Even worse, some professionals who find it impossible to tax-evade are giving away more than 70 per cent of their income to taxes and contributions. Predictably, private savings, crucial for a country’s recovery, are lower in Greece than in any other EU country.

Greece is a less free country than it was before the Troika’s intervention. Practically, it is a planned economy, with the planners being, first and foremost, the economic technocrats of the EU – as well as the leftist bureaucrats of SYRIZA. A parody (with the consequences of a drama) has been taking place for eight years: the EU is pretending it is reforming Greece, whereas the Greek political class is pretending it is negotiating and resisting the Troika’s painful pill.

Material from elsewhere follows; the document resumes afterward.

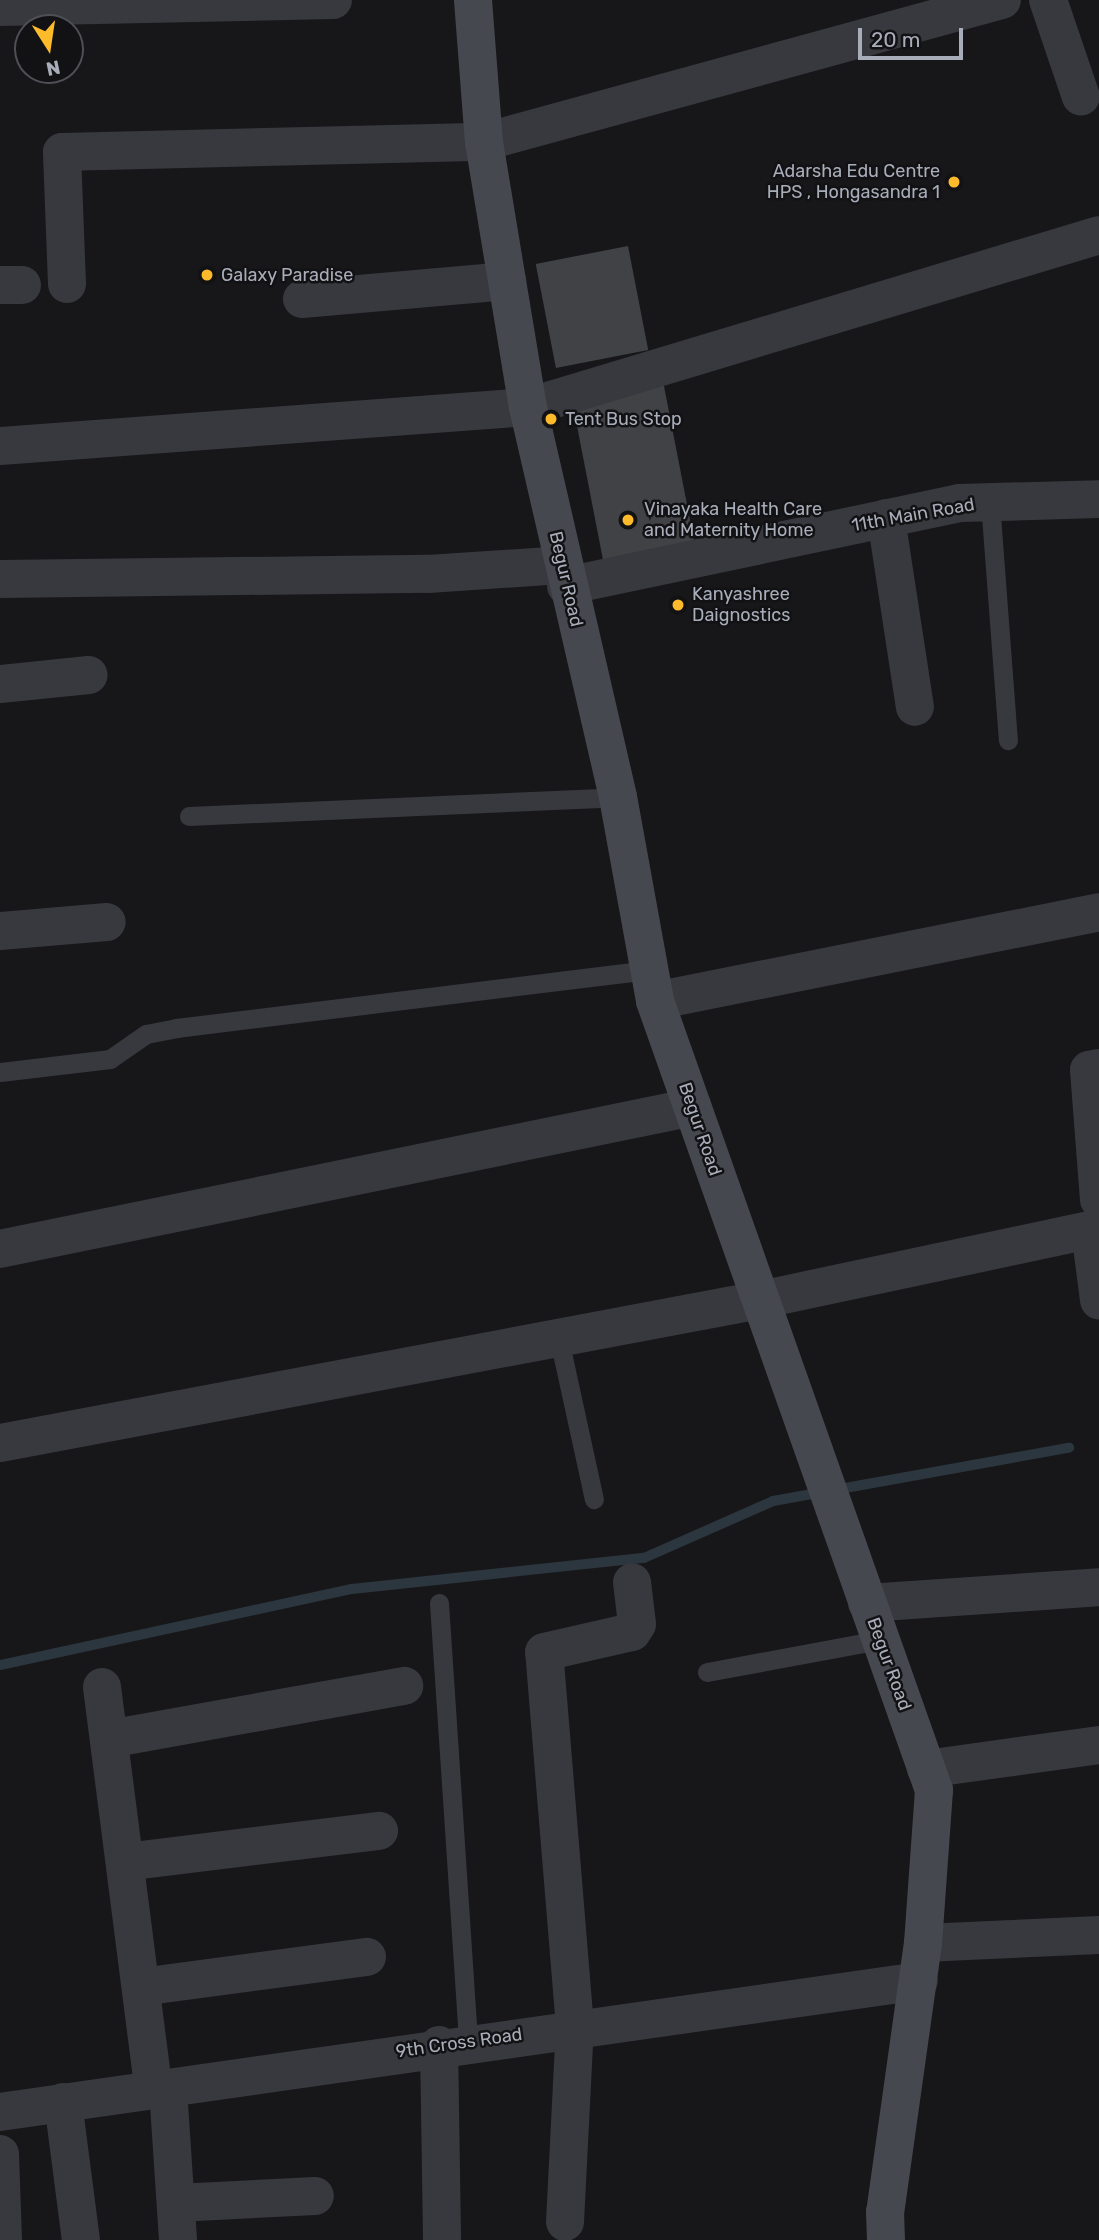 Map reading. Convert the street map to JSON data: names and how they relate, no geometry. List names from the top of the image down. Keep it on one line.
{"streets":{"main road":["Begur Road"],"street":["11th Main Road","9th Cross Road"]},"crossings":[["11th Main Road","Begur Road"],["Begur Road","9th Cross Road"]],"places":["Adarsha Edu Centre HPS , Hongasandra 1","Galaxy Paradise","Tent Bus Stop","Vinayaka Health Care and Maternity Home","Kanyashree Daignostics"],"scale_bar":"20 m","north":"bottom"} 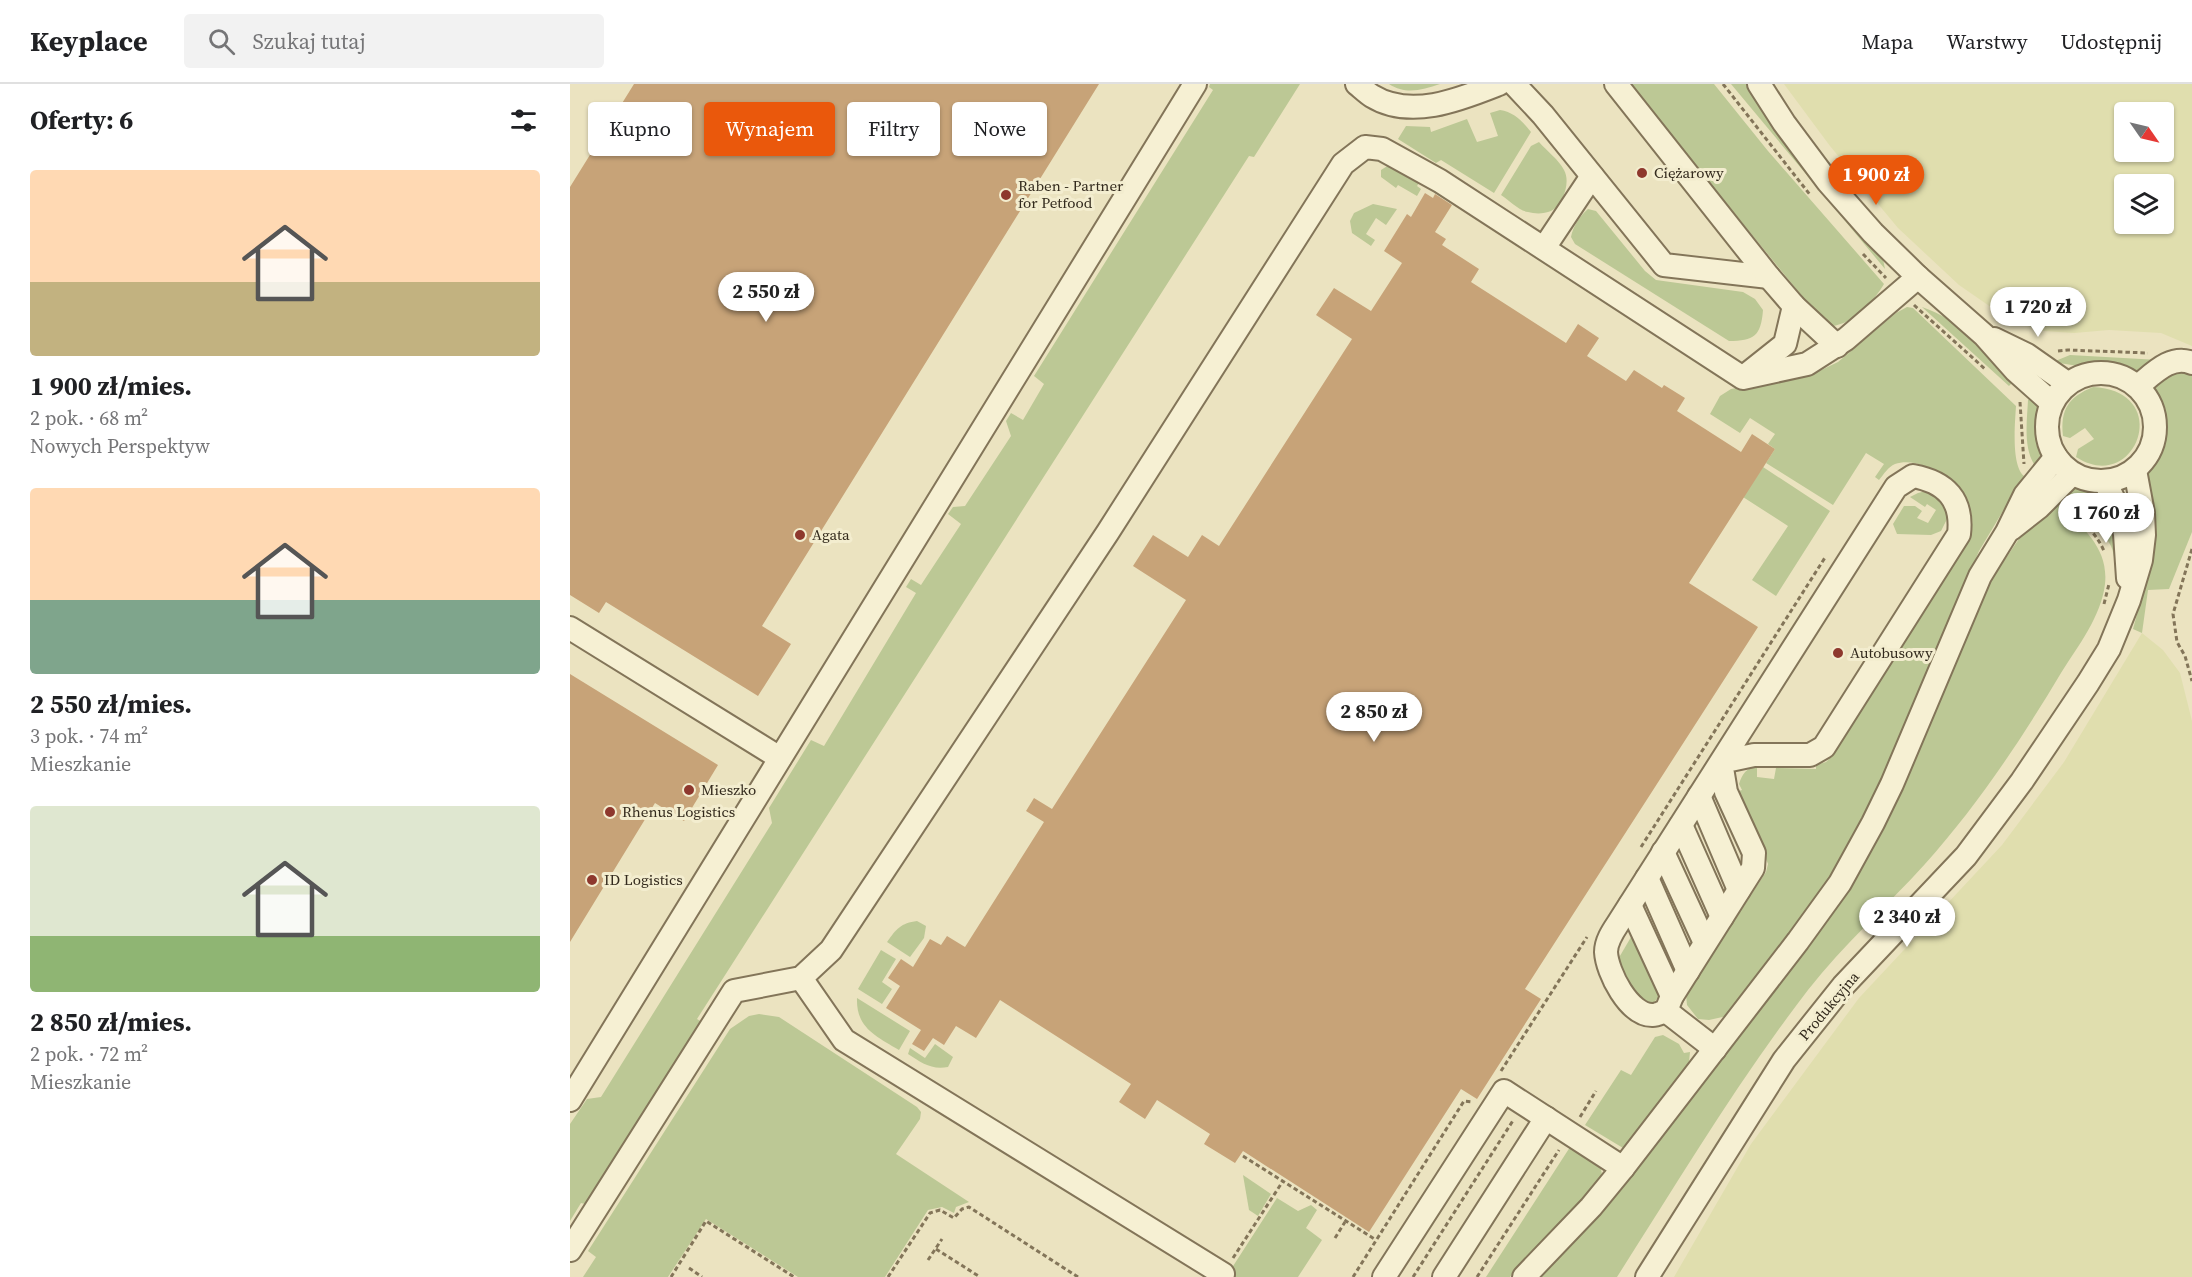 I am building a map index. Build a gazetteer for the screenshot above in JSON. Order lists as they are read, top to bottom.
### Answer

Primary responsibility for Greece’s situation lies with the political class of Greece, the intellectual muscles of which have atrophied after decades of cronyism and readymade solutions from the country’s economic patrons. Yet this corrupt and arteriosclerotic system could not have survived without the sponsorship of the EU. During the years of the crisis, Brussels faced a choice: to pull the rug out from under the Greek government and risk the stability of the Eurozone, or maintain the status quo by any cost, by perpetuating an inefficient model and squeezing whatever they could from those who still managed to work and produce in Greece. Being short-sighted and visionless, they chose the latter.

Yesterday was no day of deliverance for Greece. But there is a silver lining to this Greek drama. Through its citizens’ productiveness, strong ties of solidarity and mutual support, Greek society has managed to stay afloat, despite the toil, consecutive governments’ failed plans, and the Troika’s ‘assistance’. It is this productive spirit that will push Greece back on to its feet – when the Greek people decide they are better off without cronies and technocratic planners.